== ACTION ITEM ==
Look through the lines below, find those with the word "Łódzki", and copy them.

[[ GIVEN DATA, beginning ]]

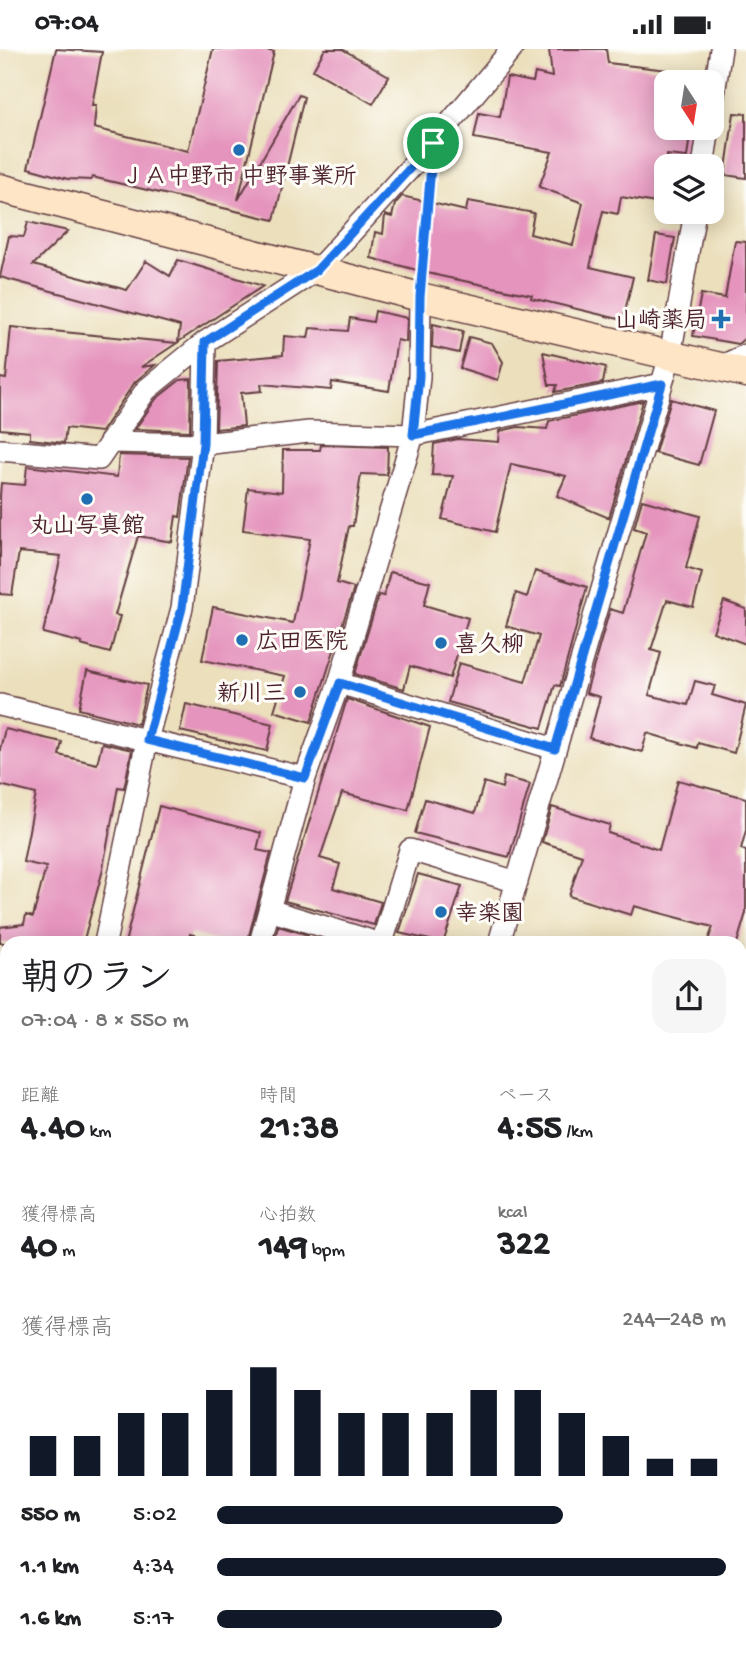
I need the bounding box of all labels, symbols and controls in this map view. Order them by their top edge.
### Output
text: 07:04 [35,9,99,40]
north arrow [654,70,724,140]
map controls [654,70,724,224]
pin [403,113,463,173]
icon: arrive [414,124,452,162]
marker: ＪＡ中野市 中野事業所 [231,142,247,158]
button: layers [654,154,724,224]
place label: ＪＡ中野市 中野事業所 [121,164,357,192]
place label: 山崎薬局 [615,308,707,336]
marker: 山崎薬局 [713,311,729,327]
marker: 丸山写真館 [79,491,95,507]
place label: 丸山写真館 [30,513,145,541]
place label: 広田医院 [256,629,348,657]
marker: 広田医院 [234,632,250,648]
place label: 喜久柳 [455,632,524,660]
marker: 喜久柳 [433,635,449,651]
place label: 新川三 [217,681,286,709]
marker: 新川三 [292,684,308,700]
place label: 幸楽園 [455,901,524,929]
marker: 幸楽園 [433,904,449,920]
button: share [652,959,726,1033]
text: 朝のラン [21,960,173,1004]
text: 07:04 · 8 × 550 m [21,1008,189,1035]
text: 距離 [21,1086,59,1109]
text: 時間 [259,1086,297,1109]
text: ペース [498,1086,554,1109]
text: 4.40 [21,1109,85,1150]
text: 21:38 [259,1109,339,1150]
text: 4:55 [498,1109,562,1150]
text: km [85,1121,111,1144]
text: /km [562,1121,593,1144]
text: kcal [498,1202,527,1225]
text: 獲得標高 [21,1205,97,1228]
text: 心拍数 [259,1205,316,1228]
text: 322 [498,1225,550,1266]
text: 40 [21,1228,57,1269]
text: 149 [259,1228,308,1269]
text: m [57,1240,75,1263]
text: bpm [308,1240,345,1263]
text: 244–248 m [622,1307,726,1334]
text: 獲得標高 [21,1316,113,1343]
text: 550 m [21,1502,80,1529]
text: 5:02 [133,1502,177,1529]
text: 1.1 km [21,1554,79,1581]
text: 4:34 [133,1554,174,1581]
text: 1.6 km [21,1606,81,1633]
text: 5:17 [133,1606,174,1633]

[[ GIVEN DATA, end ]]
[[ GIVEN DATA, beginning ]]

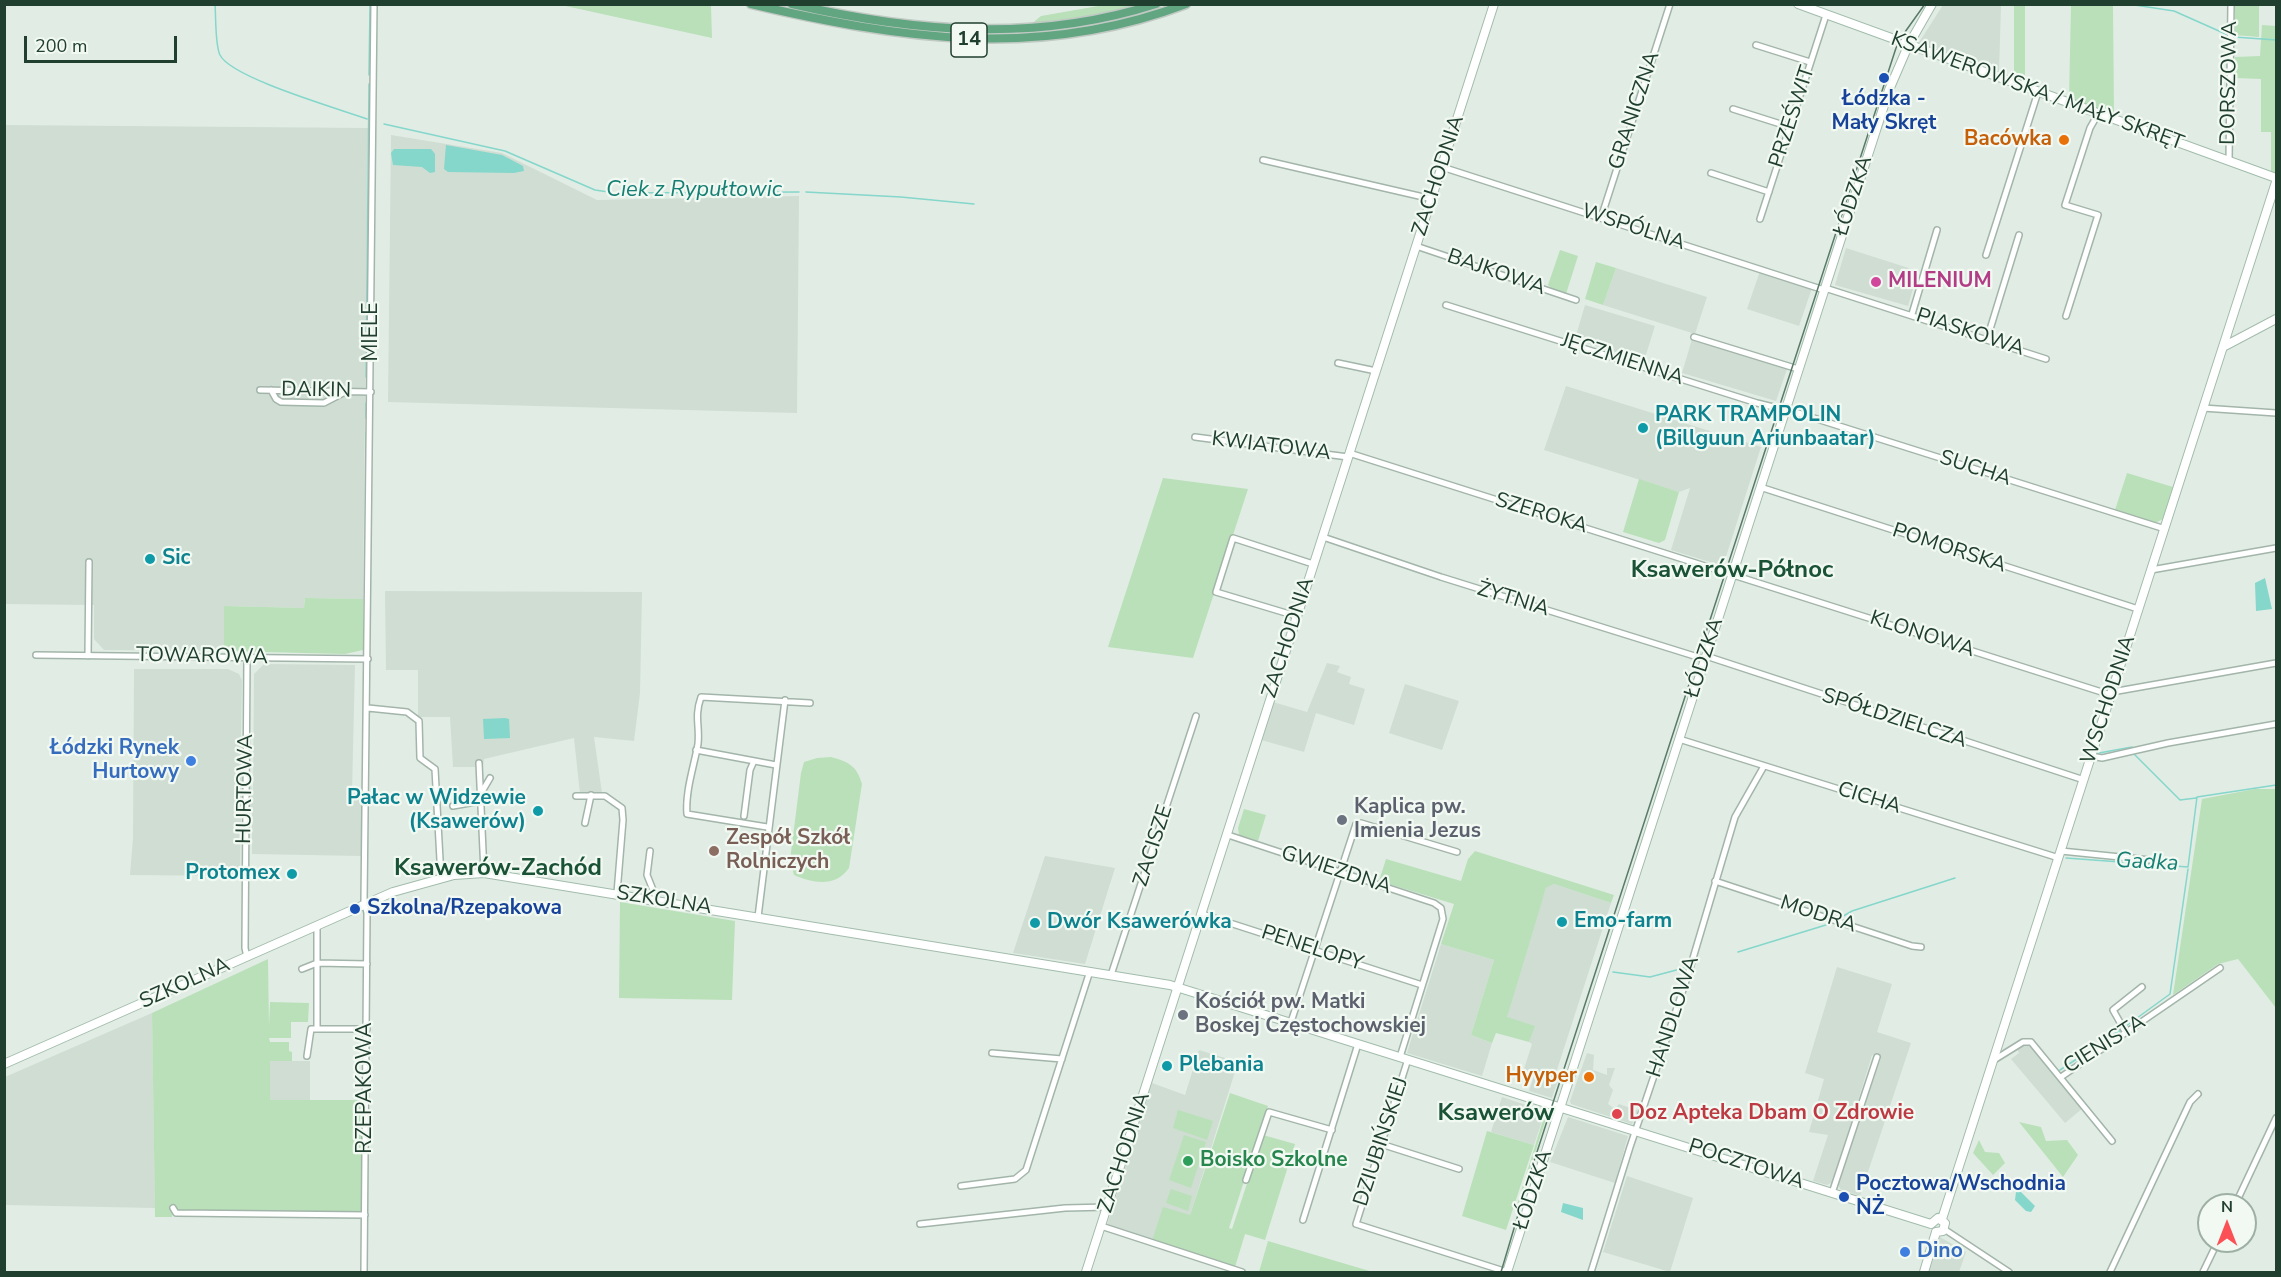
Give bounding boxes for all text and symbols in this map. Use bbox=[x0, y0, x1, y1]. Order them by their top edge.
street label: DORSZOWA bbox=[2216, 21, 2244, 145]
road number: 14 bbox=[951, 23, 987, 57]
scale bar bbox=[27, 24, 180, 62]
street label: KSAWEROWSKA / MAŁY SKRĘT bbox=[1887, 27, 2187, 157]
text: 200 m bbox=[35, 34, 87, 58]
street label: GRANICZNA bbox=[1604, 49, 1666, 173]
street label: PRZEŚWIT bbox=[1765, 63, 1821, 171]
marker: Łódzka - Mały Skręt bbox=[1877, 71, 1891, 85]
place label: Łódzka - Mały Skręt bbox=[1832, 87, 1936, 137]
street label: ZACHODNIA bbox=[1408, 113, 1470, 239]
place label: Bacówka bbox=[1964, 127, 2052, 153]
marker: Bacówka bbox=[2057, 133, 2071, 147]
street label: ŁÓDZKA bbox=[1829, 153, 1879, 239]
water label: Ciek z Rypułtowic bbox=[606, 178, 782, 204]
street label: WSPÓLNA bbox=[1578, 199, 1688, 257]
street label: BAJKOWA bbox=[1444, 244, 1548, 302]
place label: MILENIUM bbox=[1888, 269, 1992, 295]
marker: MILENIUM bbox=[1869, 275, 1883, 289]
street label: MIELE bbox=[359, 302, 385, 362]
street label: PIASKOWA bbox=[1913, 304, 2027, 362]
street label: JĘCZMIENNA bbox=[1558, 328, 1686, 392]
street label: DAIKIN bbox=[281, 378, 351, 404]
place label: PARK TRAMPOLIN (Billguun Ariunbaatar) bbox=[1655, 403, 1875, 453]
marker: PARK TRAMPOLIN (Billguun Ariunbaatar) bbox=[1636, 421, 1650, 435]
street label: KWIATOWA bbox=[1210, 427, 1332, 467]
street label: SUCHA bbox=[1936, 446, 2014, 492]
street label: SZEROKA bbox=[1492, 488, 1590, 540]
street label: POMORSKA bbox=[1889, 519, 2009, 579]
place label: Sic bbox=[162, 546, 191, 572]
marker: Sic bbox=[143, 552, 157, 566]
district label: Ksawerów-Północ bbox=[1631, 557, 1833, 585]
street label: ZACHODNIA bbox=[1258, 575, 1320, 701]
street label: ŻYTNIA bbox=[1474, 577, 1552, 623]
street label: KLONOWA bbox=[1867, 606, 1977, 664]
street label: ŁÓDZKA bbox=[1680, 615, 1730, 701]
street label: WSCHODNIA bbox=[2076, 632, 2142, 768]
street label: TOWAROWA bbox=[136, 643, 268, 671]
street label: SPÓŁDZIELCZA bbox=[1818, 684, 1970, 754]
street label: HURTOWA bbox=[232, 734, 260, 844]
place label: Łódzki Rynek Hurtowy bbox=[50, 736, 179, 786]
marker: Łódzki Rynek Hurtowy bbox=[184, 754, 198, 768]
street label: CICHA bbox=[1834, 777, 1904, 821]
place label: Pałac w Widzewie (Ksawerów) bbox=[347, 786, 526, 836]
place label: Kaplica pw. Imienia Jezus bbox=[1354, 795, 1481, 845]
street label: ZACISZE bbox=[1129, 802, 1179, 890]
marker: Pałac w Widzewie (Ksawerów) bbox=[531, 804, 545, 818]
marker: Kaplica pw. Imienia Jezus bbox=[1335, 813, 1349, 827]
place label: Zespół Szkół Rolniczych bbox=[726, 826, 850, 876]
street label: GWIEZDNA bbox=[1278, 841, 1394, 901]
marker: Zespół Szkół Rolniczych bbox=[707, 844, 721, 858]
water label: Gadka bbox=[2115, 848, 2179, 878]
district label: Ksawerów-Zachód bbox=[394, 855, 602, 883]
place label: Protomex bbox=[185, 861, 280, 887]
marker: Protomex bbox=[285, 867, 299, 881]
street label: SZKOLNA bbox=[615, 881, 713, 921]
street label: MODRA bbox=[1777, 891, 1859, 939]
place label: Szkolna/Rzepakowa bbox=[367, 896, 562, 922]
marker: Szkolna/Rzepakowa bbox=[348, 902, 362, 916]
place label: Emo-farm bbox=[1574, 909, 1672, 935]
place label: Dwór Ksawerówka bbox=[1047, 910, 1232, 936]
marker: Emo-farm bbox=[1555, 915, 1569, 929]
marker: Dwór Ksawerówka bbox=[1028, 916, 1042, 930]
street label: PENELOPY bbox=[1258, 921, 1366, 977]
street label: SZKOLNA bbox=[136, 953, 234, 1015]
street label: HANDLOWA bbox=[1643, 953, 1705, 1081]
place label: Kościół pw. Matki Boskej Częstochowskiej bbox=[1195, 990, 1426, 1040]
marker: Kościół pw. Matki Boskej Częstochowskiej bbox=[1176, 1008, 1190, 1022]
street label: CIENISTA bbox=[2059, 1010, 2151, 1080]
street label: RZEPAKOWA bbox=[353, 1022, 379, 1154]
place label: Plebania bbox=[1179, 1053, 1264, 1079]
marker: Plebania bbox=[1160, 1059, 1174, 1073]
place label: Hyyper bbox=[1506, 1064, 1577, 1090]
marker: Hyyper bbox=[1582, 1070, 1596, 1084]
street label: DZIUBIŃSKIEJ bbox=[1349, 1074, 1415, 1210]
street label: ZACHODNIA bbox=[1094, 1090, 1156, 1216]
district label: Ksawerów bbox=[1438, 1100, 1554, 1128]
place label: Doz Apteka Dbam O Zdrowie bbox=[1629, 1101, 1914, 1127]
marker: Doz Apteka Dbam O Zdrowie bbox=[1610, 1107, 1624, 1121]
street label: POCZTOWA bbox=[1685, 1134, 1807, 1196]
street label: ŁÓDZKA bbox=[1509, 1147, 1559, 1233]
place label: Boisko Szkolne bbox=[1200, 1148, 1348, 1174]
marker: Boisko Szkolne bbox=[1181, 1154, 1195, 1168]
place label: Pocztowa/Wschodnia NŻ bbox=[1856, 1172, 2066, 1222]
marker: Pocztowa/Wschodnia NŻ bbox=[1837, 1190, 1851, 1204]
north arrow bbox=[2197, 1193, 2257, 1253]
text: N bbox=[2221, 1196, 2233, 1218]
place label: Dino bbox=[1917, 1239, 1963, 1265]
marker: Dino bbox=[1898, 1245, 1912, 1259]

[[ GIVEN DATA, end ]]

== EXPECTED ANSWER ==
place label: Łódzki Rynek Hurtowy bbox=[50, 736, 179, 786]
marker: Łódzki Rynek Hurtowy bbox=[184, 754, 198, 768]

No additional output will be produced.